Details on how to measure it are relatively complex. We can make a guess
because of data collected from sources available for Catalan. My mail was
just to explain the phenomena.
Figures results from: a) Surveys. Last one answered by 400 Catalan Wikipedia
readers. We use results from answer to question about other language
versions frequently used. [1] b) Most viewed pages in Spanish, French and
English not yet existing in Catalan.[2] c) % of visitors to web pages
exclusively in Catalan using web browser configured in other languages [3].
D) Own experiments with common searches in Google configuring the browser in
Catalan, French, Spanish, and English, and some final cooking. Result is
very approximate but gives us an idea about what is happening.
The bilingual factor is not negative. It apparently reduces hits to Catalan
pages but really it increases hits to non Catalan pages.
The factor due to inexistent or not well developed articles has to be
improved by growing the project.
The more frustrating one is the Google Factor, You can Google “Integral”
even with a Catalan configured navigator and you will get the English
version first, then the Spanish one (witch is a translation from an old
Catalan version) both in first page but not find the Catalan one witch is
the larger of all before page 10. This article is a very special case due to
specific factors.
A technical solution would be great. And perhaps it is not of high
difficulty. We could guess languages from IP address and highlight interwiki
links to those languages.
[1]
From: Marcus Buck <me(a)marcusbuck.org>
Joan Goma hett schreven:
There are 3 phenomena acting simultaneously
against the number of visits
to
small projects: The bilingual effect, the size
effect, and the Google
effect. For Catalan case we estimate a penalization factor of 8.3 (that
means that visits are 8.3 times less that what they should be). It comes
from: 1.2 bilingual factor (visits lost because people also understand
other
languages, even if they have the opportunity to
read the article in their
mother tongue, they also read it in others). 2.5 size factor (visits to
other projects because readers don?t find what they were looking for in
their mother tongue). And 2,77 Google factor. (Visits lost because Google
directs people to other tongues projects). The only positive factor is
the
bilingual one. We are working hard to correct the
others. For other
projects
those factors can be very different but the
concept can be there.
Interesting. What's the math behind that numbers? Or the source?
Marcus Buck
Date: Mon, 18 Jan 2010 11:58:20 -0800
From: William Pietri <william(a)scissor.com>
On 01/18/2010 09:29 AM, Joan Goma wrote:
There are 3 phenomena acting simultaneously
against the number of visits
to
small projects: The bilingual effect, the size
effect, and the Google
effect. For Catalan case we estimate a penalization factor of 8.3 (that
means that visits are 8.3 times less that what they should be).

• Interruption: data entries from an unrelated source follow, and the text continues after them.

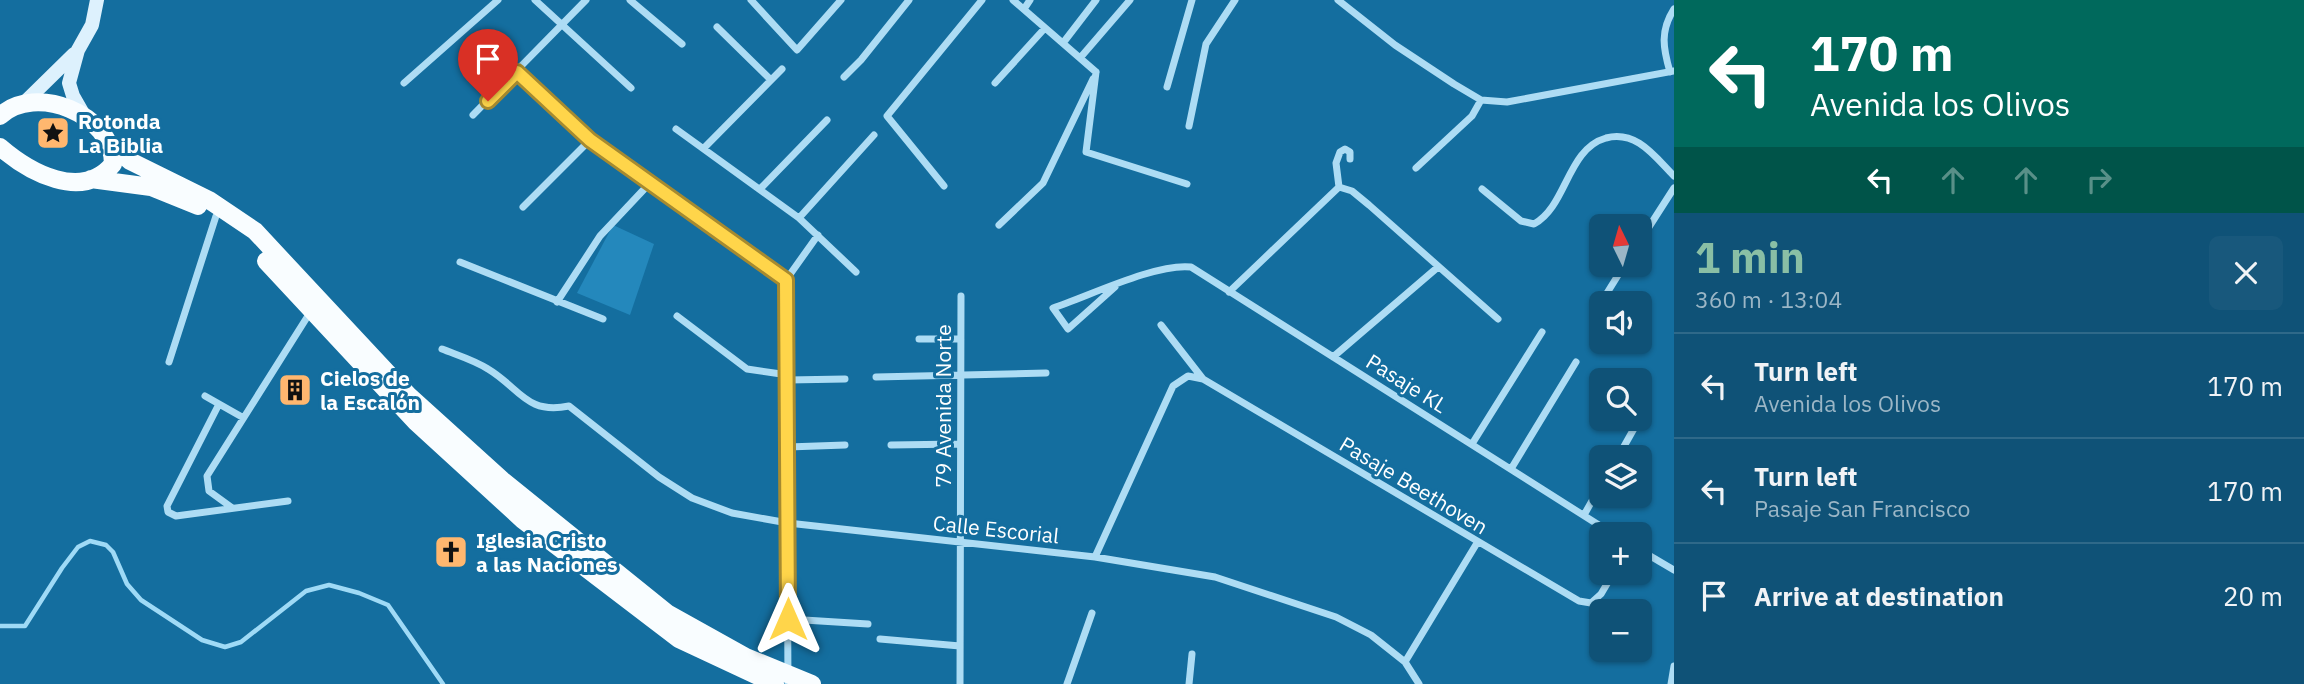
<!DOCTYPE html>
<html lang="en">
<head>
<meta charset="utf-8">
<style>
	:root { --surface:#0f5277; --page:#18587c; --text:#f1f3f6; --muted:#9bb6c6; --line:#2f6989; --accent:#8abfa5 }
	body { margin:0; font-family:"IBM Plex Sans",sans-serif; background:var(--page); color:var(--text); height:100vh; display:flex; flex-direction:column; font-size:26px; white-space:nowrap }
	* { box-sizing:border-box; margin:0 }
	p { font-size:23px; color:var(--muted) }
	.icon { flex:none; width:38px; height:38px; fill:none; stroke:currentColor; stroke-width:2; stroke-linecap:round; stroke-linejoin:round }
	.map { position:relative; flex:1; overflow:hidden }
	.drawer { display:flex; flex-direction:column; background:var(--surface); width:630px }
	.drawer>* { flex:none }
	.guide { background:#00695c; color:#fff; overflow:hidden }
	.needle { width:46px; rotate:355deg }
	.buttons { position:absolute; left:1589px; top:214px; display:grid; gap:14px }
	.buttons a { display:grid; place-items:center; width:63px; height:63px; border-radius:10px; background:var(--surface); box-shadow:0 2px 5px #0004; font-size:35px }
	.pin { position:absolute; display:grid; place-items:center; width:60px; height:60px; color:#fff; margin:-72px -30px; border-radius:50% 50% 50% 0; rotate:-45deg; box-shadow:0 0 7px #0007 }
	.pin .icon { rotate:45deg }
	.me { position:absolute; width:77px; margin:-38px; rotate:0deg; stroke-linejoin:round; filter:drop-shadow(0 0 5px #0008) }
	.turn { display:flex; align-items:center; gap:24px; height:147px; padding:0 21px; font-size:32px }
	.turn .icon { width:91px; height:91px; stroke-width:2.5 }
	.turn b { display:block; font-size:49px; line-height:60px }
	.lanes { display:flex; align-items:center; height:66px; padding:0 21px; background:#0003; justify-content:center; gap:35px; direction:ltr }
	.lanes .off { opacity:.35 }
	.round { display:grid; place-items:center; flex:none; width:74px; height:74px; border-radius:10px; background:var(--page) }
	.overview { display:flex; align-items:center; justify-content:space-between; height:119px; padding:0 21px }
	h1 { font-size:42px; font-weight:800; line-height:52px; color:var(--accent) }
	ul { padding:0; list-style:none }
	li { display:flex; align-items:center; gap:21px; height:105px; padding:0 21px; border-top:2px solid var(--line) }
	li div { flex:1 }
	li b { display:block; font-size:26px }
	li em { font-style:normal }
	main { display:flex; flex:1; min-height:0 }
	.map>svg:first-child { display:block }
	.green { fill:#2488bc }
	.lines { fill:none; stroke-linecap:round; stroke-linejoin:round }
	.stream { stroke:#9fdaf6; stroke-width:4.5 }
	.street { stroke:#addcf4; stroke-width:7 }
	.secondary { stroke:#ddf1fd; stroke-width:14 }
	.primary { stroke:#f9fdff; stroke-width:18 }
	.route-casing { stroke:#a68a30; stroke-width:18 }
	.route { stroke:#ffd54a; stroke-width:12 }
	.labels { text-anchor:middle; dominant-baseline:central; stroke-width:6; stroke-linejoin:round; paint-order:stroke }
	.poi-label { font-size:21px; font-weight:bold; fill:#fff; stroke:#146e9f; text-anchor:start }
	.street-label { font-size:21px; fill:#fff; stroke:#146e9f }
</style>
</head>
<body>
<main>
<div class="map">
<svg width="1674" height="684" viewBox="0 0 1674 684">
	<rect width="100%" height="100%" fill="#146e9f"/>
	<path class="green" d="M613,225l41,19 -24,71 -53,-22z"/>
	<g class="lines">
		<path class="stream" d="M0,626h25l37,-58 16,-21 12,-6 16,4 7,7 14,32 14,16 61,40 23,7 16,-5 65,-51 23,-6 30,8 29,12 55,79"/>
		<path class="street" d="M535,0l96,88
			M630,0l52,44
			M751,0l46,50 44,-50
			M1013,0l83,72
			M1338,0l57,45 59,39 27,16 26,2 167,-31
			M1024,9l6,-9
			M717,27l54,53
			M1063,43l33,-43
			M1080,58l50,-58
			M517,72l73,68 196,140
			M1096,72l-10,80 101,32
			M1670,72c-7,-24 -10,-41 4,-63
			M844,77l17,-17 48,-60
			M404,83l94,-83
			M995,83l50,-55
			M1167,87l25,-87
			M473,115l113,-115
			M1189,126l17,-82 29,-44
			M676,129l123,89 57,54
			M704,148l78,-79
			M1416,168l56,-52 9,-16
			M944,186l-57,-70 95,-116
			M1339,187l13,4 17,14 129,114
			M1339,187l-3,-24 4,-11 5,-3 5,3v7
			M761,188l66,-68
			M1482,189l39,32 13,3c33,-18 33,-75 72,-86 31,-8 49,19 68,38
			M523,207l67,-67
			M799,218l75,-83
			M999,225l44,-42 50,-104
			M1640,241l34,-53
			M460,262l143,57
			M786,280l2,404
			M786,280l32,-45
			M1115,287l-47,42 -15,-21c36,-12 103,-45 138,-41l422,267
			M1229,292l110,-105
			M1607,293l18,-29
			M557,302l43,-66 49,-52
			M677,316l70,53 41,6
			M1161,325l42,54
			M919,339h42
			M442,349c15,6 32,11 46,20 32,19 38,46 81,37l90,71 33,21 40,15 56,10 307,34 120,20 121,40 35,18 34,27 14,22
			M1333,357l105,-90
			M169,362l47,-146
			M876,377l170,-4
			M788,380l57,-1
			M205,396l37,21
			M219,404l-52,102 1,6 8,4 112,-15
			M1472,444l70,-112
			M891,445l69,-1
			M788,447l57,-2
			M1618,457l27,-48
			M1511,469l65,-107
			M231,507l-22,-16 -2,-15 104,-165
			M1584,515l17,-30
			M1640,550l34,20
			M1095,557l78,-171 15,-10 15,3 376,222 12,2 10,-9 13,-22
			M788,619l80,5
			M880,639l80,7
			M1405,662l72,-119
			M960,684l1,-388
			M1067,684l25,-71
			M1189,684l3,-30
			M1671,684l3,-18"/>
		<path class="secondary" d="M23,104l51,-50
			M85,117l-12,-21 -4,-13 9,-33 14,-25 5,-25"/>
		<path class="primary" d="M0,116c35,-33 113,-2 113,48 -31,38 -84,8 -113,-17
			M109,143l21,18 79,39 46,31 153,164 94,85 165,133 79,44 66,27
			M91,179l60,8 47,19
			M266,261l150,161 107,98 156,119 96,45"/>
	</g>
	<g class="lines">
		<defs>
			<path id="route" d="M488,101l29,-29 73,68 196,140 2,339"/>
		</defs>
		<use href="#route" class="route-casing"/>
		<use href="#route" class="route"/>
	</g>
	<defs>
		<symbol id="sight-square" viewBox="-11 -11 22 22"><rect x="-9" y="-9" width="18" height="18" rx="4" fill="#ffb76f" stroke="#146e9f"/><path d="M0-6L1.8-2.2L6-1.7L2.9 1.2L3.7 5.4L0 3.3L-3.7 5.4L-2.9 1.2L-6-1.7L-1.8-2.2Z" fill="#111"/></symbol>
		<symbol id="building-square" viewBox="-11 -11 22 22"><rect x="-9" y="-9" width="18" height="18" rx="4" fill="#ffb76f" stroke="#146e9f"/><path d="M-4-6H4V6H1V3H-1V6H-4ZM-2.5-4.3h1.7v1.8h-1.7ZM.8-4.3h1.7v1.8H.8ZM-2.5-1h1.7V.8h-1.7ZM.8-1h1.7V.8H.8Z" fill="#111"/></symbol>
		<symbol id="church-square" viewBox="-11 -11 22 22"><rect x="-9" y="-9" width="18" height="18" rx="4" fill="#ffb76f" stroke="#146e9f"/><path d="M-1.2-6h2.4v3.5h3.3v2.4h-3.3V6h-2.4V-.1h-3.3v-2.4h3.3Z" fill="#111"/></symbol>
	</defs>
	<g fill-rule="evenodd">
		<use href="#sight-square" x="34" y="114" width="38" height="38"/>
		<use href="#building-square" x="276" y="371" width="38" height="38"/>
		<use href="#church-square" x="432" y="533" width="38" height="38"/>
	</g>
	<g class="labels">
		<g class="poi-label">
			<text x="78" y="121">Rotonda<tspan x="78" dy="24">La Biblia</tspan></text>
			<text x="320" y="378">Cielos de<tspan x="320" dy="24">la Escalón</tspan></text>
			<text x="476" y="540">Iglesia Cristo<tspan x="476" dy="24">a las Naciones</tspan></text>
		</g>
		<g class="street-label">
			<text transform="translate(1407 383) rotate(32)">Pasaje KL</text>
			<text transform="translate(943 406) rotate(-90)">79 Avenida Norte</text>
			<text transform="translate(1414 485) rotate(31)">Pasaje Beethoven</text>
			<text transform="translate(996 529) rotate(6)">Calle Escorial</text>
		</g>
	</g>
</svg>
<div class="buttons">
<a><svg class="needle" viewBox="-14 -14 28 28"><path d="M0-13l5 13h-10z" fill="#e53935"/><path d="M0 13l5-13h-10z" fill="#9bb6c6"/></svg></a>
<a><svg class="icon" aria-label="sound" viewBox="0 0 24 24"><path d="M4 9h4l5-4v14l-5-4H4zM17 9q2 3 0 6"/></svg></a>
<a><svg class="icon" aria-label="search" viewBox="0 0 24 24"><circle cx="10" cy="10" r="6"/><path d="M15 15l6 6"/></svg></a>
<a><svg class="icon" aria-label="layers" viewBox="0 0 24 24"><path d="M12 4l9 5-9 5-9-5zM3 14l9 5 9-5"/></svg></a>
<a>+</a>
<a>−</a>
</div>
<div class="pin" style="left:488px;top:101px;background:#d93025"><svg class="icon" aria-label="arrive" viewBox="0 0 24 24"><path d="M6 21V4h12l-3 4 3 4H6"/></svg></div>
<svg class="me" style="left:788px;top:619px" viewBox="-20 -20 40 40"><path d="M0-17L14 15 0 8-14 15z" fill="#ffd54a" stroke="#fff" stroke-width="4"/></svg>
</div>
<section class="drawer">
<div class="guide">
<div class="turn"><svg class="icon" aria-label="left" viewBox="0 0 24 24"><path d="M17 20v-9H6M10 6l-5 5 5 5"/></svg><div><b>170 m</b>Avenida los Olivos</div></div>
<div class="lanes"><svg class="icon" aria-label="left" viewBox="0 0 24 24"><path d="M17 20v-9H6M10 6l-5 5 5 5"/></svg><svg class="icon off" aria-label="ahead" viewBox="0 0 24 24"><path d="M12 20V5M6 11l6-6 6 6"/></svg><svg class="icon off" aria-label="ahead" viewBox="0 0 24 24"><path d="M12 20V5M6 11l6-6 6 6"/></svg><svg class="icon off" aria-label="right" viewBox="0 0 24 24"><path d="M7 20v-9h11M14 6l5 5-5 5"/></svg></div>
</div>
<div class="overview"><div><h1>1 min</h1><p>360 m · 13:04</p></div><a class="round"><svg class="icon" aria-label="close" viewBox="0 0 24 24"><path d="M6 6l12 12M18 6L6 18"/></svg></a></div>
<ul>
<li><svg class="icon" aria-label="left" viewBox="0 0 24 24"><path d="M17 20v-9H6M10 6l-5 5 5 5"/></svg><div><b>Turn left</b><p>Avenida los Olivos</p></div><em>170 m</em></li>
<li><svg class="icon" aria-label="left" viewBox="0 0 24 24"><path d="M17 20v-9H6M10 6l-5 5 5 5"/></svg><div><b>Turn left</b><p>Pasaje San Francisco</p></div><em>170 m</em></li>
<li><svg class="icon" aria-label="arrive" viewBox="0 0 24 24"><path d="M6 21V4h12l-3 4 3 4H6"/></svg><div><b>Arrive at destination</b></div><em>20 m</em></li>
</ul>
</section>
</main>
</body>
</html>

In the long term, it seems like we could compensate for all of these
effects in software.
I'm imagining a user experience where we make it easy for multilingual
users to switch back and forth. That would include passive detection of
multilingual users, hinting when good content is available in other
languages, and making it easy for multilingual users to help translate
content. It might also be worth looking at URL schemes that are not 100%
language-specific, to focus the Google effect more usefully.
That would require a lot of technical work, and would raise a number of
non-technical issues, but I don't see any insurmountable barriers to a
more fluid experience for multilingual users.